*What you have to do*
Examine the entries below, count the lines holding the string "strokeStyle", and respond with the number only.

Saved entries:
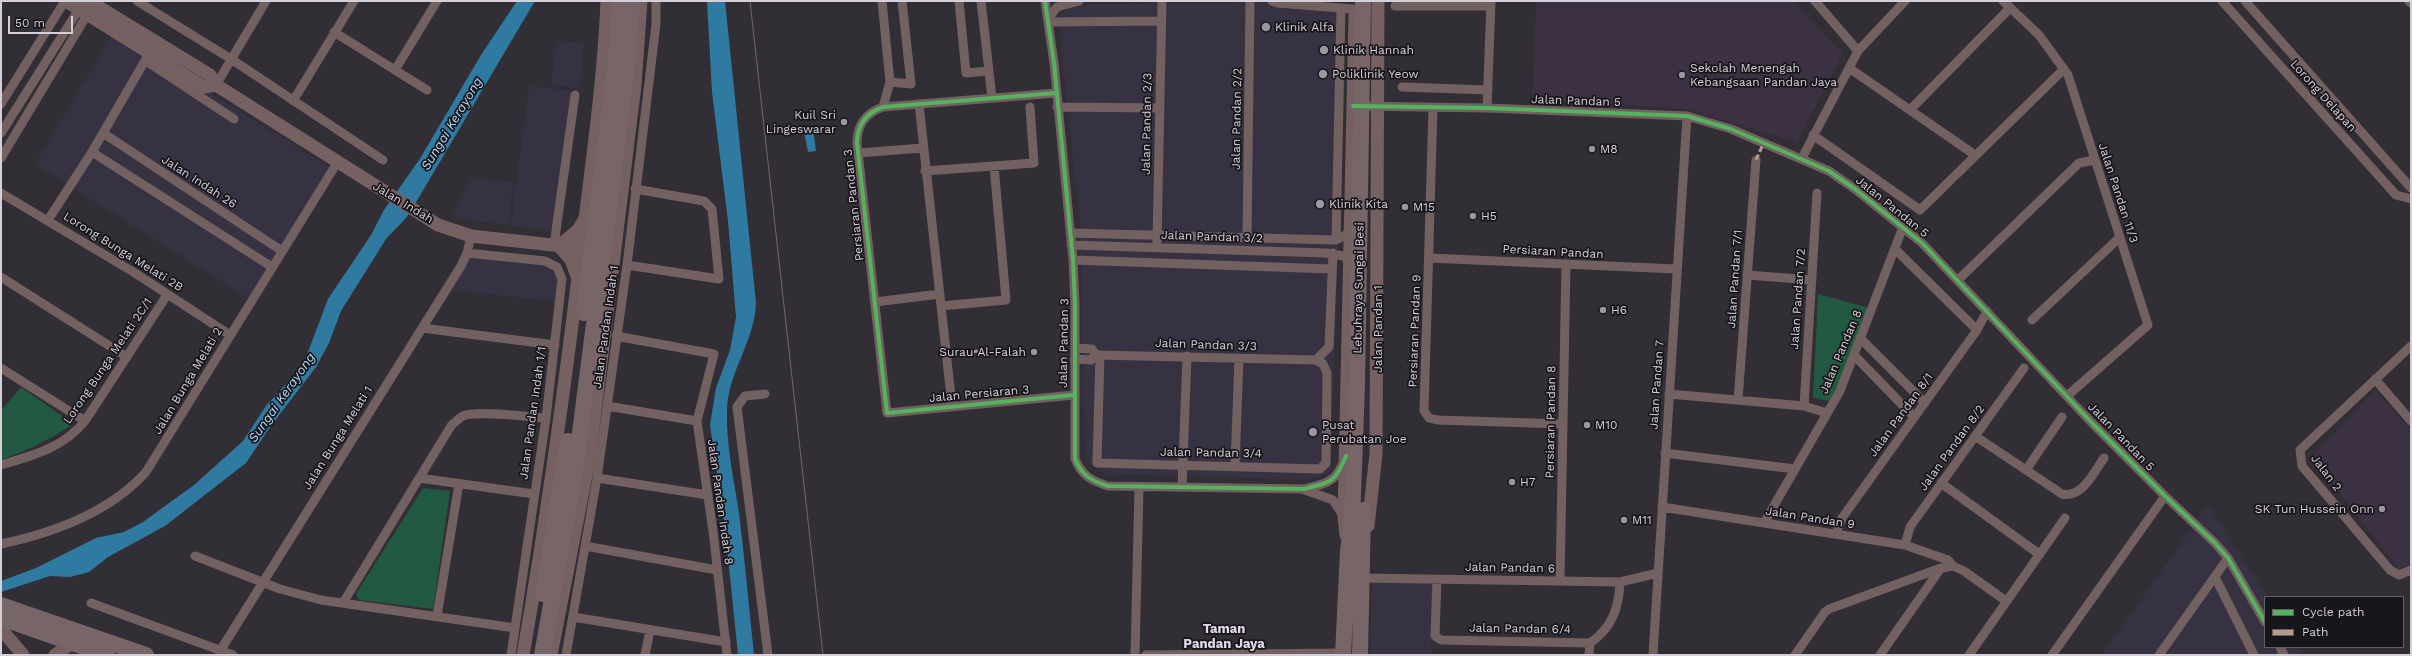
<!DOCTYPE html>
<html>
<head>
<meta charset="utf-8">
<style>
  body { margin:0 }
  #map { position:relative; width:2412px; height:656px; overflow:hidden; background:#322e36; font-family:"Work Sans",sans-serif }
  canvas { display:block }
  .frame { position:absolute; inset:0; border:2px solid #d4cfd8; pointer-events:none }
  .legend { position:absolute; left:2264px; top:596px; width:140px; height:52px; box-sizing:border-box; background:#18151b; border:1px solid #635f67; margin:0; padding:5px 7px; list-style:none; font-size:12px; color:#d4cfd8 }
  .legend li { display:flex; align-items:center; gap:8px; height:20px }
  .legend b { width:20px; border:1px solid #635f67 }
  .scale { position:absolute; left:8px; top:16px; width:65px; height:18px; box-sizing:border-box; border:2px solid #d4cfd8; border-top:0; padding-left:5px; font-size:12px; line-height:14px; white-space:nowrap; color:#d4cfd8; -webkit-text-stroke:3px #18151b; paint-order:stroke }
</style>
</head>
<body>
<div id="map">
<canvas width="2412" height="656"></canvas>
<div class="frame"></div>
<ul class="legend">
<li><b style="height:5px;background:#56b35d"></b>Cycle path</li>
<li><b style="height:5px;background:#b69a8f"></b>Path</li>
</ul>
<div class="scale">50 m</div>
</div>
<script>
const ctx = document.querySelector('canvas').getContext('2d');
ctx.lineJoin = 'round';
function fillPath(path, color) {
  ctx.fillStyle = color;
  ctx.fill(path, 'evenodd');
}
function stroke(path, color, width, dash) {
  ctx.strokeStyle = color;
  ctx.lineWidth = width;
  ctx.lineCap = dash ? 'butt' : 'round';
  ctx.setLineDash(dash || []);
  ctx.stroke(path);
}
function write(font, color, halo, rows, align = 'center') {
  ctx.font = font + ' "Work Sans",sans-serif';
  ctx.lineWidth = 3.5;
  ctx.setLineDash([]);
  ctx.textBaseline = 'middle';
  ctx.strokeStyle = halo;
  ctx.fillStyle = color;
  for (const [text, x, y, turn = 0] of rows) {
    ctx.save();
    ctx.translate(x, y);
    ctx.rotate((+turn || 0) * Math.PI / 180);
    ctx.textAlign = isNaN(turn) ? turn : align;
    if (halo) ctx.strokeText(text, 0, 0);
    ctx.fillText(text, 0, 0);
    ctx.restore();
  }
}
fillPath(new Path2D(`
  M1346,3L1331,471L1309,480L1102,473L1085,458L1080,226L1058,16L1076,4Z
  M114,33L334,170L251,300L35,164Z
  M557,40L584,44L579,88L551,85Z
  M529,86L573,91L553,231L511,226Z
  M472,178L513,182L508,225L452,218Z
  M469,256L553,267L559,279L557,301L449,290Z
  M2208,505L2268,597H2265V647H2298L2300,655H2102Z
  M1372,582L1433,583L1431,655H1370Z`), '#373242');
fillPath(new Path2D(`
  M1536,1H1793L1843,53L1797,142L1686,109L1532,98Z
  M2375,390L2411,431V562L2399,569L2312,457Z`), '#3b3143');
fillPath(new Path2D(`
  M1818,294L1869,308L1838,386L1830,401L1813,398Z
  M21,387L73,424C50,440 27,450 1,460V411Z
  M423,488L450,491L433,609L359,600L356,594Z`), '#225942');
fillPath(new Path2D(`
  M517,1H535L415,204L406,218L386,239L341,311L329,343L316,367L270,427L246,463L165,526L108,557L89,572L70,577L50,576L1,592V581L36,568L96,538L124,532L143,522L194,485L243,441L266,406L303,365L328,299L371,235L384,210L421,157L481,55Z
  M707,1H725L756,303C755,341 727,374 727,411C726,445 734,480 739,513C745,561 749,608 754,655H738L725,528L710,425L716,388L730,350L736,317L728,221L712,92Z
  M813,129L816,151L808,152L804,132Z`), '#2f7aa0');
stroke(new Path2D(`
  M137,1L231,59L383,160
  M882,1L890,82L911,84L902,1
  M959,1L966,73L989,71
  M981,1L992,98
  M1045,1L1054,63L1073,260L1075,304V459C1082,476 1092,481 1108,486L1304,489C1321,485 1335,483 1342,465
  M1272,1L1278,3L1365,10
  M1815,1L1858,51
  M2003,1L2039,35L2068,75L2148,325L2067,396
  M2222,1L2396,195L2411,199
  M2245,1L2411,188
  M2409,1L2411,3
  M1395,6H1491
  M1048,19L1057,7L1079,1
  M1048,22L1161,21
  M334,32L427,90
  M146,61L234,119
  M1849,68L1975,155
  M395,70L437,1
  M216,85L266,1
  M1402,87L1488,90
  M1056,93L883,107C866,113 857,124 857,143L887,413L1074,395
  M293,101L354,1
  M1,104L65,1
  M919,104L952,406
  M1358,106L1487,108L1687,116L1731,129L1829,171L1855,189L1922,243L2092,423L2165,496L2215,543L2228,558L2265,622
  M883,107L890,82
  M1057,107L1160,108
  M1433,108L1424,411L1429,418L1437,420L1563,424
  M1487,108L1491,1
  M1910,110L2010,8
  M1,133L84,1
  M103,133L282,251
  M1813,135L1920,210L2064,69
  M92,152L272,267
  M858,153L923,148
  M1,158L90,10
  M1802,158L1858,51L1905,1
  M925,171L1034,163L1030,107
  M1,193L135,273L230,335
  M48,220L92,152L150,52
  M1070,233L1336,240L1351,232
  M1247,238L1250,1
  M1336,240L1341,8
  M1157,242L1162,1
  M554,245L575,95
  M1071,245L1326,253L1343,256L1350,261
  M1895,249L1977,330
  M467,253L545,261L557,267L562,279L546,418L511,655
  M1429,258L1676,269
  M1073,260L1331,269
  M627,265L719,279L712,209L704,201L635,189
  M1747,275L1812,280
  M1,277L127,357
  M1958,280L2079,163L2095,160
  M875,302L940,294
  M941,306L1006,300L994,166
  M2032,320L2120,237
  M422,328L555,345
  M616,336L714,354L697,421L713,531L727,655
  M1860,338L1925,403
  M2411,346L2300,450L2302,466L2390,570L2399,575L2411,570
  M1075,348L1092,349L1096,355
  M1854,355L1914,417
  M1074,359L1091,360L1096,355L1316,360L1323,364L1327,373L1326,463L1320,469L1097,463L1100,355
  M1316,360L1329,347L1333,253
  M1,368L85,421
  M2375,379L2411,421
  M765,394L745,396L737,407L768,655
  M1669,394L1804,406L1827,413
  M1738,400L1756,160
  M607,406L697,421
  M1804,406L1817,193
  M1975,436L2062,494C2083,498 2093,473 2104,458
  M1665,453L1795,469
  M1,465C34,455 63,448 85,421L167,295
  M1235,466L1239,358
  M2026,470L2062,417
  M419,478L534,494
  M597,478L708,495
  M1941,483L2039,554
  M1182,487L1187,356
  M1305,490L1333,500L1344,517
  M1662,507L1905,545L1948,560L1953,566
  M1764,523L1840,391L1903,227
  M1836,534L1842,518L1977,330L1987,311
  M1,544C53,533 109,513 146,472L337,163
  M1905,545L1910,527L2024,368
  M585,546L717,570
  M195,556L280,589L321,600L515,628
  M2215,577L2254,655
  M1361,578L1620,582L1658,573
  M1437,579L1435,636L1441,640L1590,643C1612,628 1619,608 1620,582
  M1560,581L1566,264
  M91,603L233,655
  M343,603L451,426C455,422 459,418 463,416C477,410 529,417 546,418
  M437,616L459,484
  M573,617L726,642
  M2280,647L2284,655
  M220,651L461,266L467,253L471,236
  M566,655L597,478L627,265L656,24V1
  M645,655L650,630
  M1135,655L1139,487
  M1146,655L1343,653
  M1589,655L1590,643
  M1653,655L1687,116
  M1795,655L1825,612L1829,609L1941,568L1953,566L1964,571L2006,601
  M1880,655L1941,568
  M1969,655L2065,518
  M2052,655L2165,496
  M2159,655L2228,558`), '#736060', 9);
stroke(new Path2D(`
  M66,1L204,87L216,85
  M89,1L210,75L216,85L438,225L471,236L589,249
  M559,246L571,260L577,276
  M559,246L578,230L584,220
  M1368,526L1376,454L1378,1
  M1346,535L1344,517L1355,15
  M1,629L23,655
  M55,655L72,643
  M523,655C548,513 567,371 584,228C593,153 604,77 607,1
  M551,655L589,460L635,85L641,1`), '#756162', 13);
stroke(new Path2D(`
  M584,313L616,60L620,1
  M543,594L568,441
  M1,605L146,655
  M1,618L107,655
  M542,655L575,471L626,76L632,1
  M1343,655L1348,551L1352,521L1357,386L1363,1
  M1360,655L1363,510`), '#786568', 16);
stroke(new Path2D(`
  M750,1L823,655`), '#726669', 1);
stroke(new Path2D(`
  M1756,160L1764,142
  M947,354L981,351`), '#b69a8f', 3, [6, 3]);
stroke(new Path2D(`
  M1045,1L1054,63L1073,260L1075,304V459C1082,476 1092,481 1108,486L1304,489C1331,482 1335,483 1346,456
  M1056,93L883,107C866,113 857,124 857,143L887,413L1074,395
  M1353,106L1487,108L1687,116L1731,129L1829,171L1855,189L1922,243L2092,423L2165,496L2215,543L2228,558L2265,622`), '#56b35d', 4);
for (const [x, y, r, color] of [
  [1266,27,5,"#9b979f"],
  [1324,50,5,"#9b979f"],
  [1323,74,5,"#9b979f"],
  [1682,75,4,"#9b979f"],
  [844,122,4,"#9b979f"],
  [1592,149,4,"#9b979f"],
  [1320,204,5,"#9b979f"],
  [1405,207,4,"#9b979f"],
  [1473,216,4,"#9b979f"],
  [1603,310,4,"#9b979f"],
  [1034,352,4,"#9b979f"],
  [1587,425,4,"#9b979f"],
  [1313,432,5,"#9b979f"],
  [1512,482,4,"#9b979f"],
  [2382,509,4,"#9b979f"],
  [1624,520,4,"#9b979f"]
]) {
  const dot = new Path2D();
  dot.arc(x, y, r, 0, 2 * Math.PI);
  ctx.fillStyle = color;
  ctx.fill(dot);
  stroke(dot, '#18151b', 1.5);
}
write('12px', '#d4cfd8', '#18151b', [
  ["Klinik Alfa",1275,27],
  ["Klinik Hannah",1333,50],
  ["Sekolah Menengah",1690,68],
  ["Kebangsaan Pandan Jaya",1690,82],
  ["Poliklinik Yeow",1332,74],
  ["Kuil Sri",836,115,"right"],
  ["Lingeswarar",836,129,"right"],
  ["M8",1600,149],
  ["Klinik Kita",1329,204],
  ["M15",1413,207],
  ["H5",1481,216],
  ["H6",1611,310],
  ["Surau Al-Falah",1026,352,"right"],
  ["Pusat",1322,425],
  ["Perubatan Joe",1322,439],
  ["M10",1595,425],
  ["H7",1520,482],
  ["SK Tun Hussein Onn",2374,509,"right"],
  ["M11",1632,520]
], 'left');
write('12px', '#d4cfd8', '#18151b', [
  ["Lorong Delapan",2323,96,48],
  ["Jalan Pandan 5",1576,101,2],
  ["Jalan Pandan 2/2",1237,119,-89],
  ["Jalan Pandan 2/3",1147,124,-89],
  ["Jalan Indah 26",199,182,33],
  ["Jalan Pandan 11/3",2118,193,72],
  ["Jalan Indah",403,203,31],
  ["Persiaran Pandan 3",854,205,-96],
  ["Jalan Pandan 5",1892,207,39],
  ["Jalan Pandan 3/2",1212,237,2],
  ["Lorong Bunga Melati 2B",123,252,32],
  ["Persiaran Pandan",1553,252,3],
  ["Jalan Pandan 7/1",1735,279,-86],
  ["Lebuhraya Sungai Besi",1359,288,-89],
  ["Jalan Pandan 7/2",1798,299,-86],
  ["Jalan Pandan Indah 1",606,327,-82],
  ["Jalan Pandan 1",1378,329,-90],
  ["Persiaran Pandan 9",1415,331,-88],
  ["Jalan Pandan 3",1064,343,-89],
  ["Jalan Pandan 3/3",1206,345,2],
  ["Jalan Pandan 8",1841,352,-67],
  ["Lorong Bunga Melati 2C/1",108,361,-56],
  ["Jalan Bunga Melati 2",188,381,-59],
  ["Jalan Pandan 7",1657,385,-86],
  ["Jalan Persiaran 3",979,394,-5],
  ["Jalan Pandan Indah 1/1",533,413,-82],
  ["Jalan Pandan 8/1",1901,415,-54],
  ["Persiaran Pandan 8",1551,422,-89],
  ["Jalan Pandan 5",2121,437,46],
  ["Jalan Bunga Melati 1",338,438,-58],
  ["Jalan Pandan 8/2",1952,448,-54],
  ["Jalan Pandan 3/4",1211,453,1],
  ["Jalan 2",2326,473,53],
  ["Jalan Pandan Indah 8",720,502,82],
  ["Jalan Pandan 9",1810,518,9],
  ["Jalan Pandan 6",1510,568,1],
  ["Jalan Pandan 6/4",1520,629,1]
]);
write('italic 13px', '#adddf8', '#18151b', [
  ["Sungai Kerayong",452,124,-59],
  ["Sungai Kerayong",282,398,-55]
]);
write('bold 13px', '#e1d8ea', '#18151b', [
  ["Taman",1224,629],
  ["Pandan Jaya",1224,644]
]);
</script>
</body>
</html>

*Result for this task*
2